Xist gene deletion of chromosome X
Frequency not established due to spontaneous deletion. Xist (short for X-inactive specifi c transcript) is a gene encoding RNA located on the X chromosome of placental mammals and is the main effector of inactivation of the X chromosome. Most often, microdeletion occurs de novo or in the case of chromosomal rearrangements, especially when X chromosomes are formed.

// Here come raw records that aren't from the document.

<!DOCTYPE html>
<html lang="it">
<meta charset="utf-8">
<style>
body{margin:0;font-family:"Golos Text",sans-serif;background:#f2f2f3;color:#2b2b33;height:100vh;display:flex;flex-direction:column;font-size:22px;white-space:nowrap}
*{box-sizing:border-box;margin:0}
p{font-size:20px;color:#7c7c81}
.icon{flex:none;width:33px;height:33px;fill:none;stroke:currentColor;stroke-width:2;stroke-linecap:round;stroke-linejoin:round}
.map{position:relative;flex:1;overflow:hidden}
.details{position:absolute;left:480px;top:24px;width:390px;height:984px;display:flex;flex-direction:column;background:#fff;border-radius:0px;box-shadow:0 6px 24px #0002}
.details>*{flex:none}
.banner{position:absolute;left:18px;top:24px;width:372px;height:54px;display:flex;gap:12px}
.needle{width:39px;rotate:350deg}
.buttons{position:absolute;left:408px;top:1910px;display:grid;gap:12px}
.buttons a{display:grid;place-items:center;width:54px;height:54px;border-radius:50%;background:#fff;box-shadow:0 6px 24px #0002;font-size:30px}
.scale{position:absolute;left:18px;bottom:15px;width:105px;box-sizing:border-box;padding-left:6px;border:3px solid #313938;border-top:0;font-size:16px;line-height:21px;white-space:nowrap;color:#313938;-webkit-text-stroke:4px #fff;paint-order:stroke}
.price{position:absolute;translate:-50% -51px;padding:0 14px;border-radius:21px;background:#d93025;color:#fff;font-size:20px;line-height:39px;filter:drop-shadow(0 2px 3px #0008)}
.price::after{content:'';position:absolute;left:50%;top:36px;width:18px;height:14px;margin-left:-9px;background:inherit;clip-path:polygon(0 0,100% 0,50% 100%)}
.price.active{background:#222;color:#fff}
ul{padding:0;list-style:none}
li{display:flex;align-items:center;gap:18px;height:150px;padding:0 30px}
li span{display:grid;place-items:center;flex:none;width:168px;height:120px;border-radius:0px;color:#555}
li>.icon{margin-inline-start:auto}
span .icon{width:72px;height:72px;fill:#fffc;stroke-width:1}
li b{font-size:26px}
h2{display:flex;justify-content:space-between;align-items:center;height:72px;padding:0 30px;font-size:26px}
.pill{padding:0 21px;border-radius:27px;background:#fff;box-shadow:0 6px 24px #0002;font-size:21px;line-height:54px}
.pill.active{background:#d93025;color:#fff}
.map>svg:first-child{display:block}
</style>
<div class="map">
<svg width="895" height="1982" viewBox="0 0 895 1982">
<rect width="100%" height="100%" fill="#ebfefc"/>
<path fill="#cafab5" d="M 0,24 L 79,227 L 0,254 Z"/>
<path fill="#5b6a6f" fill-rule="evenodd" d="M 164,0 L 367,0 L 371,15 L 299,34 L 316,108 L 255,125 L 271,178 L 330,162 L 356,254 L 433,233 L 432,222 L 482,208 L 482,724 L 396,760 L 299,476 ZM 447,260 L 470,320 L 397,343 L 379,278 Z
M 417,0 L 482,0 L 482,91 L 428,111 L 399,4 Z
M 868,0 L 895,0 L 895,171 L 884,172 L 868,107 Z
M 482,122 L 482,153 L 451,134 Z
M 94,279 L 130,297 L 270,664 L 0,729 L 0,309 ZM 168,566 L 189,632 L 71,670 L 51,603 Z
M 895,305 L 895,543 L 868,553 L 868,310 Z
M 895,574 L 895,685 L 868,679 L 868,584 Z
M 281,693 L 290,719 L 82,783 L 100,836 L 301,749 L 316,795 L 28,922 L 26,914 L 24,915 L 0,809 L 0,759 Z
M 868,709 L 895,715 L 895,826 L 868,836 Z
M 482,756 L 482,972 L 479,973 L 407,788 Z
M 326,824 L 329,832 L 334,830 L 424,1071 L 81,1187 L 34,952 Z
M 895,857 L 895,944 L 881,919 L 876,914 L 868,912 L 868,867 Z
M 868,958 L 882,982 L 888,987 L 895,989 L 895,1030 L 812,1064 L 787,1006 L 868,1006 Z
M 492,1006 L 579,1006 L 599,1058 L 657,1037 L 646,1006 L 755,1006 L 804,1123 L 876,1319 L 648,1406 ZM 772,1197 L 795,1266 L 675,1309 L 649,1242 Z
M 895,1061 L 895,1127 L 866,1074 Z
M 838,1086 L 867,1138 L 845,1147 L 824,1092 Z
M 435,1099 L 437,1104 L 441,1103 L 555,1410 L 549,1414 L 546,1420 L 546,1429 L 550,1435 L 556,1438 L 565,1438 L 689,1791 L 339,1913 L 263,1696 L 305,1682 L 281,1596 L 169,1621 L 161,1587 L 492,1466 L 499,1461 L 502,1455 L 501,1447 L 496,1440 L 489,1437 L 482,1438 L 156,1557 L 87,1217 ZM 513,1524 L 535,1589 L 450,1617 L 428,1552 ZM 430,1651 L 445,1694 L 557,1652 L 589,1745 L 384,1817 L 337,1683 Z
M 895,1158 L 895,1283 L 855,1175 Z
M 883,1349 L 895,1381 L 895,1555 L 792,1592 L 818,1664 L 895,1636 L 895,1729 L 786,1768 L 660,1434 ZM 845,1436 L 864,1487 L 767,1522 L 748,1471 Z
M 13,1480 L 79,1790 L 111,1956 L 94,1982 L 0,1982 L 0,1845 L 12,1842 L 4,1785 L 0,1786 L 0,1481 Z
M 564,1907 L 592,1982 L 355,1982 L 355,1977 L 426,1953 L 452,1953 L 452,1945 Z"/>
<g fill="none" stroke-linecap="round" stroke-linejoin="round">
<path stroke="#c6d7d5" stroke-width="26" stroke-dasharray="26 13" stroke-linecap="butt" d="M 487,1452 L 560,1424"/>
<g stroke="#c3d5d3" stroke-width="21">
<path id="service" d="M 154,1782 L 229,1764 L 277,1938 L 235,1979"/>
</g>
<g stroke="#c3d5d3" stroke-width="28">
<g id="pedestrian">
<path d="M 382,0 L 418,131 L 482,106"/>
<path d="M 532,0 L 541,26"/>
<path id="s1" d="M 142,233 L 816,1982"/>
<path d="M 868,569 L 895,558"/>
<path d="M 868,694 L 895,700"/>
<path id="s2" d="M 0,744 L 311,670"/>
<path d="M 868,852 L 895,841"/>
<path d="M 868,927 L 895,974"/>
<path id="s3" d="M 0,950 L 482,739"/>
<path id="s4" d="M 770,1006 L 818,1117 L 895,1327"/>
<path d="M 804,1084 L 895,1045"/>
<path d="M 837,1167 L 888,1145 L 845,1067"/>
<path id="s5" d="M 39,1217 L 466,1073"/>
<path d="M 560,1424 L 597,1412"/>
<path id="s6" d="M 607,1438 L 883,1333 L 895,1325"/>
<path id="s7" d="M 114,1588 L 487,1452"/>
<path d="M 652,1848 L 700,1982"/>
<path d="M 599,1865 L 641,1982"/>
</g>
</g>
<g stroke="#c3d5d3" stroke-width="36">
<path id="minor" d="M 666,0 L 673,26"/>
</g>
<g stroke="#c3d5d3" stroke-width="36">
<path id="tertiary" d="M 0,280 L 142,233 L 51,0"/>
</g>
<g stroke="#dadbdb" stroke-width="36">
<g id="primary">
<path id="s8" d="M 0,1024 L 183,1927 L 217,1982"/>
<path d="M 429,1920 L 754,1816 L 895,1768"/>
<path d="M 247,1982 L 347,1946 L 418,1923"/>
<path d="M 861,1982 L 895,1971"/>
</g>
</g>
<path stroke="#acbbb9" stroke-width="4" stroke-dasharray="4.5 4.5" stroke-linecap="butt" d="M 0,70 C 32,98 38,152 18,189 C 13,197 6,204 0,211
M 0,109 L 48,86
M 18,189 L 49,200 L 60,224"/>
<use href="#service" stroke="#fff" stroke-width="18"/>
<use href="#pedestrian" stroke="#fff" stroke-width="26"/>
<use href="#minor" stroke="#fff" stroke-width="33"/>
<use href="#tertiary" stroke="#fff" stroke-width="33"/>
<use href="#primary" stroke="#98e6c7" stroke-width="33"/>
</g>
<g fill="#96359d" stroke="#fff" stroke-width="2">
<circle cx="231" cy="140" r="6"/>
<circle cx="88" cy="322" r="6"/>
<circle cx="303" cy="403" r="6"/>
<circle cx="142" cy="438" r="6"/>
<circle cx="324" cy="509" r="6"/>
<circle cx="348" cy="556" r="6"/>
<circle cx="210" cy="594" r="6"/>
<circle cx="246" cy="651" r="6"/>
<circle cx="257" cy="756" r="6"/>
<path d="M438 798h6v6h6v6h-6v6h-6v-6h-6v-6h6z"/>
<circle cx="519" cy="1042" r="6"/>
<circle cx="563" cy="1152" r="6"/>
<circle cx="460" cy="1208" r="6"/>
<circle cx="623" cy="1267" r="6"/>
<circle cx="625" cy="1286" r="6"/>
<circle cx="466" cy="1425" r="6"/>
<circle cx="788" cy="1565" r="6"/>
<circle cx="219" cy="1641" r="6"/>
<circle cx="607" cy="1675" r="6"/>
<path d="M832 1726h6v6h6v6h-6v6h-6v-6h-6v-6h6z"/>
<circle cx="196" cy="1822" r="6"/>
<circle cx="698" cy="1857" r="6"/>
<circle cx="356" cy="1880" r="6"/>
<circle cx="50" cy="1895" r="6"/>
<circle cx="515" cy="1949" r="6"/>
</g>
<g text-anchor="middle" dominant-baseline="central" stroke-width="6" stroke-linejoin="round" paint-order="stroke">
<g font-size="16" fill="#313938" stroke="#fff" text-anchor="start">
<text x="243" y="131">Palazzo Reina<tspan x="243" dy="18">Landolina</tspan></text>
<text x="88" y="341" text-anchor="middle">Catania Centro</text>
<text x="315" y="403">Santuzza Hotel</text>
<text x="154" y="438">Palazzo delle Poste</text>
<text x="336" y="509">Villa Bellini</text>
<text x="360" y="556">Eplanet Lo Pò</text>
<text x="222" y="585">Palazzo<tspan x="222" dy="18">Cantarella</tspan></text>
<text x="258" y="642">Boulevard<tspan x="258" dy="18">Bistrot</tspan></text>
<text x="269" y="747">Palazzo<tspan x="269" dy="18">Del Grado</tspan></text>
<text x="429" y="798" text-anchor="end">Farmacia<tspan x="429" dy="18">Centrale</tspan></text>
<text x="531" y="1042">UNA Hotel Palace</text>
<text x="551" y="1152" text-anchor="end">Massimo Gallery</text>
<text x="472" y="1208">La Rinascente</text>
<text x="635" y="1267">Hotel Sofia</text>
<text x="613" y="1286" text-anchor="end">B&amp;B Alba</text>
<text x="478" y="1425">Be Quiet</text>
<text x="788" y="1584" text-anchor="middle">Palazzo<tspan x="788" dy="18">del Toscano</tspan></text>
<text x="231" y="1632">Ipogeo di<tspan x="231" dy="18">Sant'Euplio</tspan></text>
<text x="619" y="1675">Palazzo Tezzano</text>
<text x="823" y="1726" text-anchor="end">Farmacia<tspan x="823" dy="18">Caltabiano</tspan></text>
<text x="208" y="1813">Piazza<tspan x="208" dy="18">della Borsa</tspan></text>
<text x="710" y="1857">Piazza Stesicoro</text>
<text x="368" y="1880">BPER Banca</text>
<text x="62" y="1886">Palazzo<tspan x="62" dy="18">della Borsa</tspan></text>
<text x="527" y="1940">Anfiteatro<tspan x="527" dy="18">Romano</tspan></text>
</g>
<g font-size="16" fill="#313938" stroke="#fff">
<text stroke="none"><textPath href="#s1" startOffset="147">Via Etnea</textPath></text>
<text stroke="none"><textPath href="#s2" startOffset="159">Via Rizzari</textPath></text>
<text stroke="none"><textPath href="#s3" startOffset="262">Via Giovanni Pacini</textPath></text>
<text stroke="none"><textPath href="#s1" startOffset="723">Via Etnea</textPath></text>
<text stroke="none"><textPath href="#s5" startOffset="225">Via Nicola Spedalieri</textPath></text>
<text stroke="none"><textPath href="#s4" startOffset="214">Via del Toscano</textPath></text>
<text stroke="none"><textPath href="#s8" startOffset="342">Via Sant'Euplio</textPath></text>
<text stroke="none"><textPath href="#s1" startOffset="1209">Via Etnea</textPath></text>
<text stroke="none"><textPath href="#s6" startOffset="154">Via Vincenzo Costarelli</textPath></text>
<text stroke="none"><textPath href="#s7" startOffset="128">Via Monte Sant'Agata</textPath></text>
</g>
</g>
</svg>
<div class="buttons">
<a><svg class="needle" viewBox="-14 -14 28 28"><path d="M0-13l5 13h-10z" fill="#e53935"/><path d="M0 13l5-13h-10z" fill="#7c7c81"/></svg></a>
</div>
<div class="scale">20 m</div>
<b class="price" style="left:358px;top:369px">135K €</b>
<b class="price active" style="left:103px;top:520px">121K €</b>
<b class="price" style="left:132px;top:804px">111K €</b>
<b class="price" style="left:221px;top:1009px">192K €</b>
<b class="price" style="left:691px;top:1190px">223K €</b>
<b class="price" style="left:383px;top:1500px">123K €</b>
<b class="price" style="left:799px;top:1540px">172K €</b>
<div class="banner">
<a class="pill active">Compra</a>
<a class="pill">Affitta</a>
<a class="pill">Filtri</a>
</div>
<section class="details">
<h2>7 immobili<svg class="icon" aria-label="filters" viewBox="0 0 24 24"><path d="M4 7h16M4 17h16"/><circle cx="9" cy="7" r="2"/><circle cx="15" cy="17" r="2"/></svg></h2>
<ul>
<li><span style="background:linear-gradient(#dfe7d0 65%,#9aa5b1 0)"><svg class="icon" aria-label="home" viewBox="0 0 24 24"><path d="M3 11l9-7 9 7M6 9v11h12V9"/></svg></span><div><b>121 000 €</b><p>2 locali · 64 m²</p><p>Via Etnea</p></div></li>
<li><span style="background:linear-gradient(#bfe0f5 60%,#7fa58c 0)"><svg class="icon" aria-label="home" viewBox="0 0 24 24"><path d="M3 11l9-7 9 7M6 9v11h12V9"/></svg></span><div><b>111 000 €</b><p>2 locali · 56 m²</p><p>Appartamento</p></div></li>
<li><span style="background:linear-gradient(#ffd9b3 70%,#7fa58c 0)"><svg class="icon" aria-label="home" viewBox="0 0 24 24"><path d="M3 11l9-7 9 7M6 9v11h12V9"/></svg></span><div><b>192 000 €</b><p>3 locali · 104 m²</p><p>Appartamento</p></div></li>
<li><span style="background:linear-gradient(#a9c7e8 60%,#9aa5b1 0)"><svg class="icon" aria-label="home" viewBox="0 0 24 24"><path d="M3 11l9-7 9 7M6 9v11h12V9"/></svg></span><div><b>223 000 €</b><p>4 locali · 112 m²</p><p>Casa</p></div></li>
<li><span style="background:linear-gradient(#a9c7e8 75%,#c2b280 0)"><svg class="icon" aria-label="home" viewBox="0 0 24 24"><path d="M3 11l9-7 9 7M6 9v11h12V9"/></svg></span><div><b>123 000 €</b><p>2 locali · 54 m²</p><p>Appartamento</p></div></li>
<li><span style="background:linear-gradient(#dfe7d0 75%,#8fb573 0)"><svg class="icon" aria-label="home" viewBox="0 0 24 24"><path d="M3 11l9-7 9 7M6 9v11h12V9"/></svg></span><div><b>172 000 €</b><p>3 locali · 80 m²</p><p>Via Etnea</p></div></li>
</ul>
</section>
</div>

The transcript of the XIST gene in humans has a length of about 17,000 nucleotides and is expressed on the inactivated X chromosome and is not expressed on the active. An amazing property of the Xist gene is that it does not encode proteins. As a result of gene expression, large RNA is formed, the length of which is 15-17, i.e. After synthesis is complete, RNA remains in the nucleus, and in cells where the X chromosome is already inactivated, this RNA creates a “shell” around the inactive chromosome. In undifferentiated embryonic stem cells, both X chromosomes are active. During cell differentiation, the Xist RNA content zone expands along the future inactive chromosome amid an increase in its number. At the same time, the level of Xist gene expression on the chromosome that remains active decreases sharply.
In early embryos at the preimplantation stage, paternal X chromosomes are coated with Xist RNA, but remain in an active state. This indicates the participation of additional factors in the embryonic inactivation of X chromosomes, which are absent in the cells of early embryos. To inactivate, the X chromosome must be “covered” with transcripts of the Xist gene. X chromosomes with deletions of the Xist gene cannot be inactivated.
Xist gene duplication causes inactivation of both X chromosomes. Often this leads to mild mental retardation, face dysmorphia, and congenital pathologies that are vaguely similar to the characteristics of Sherishevsky-Turner syndrome.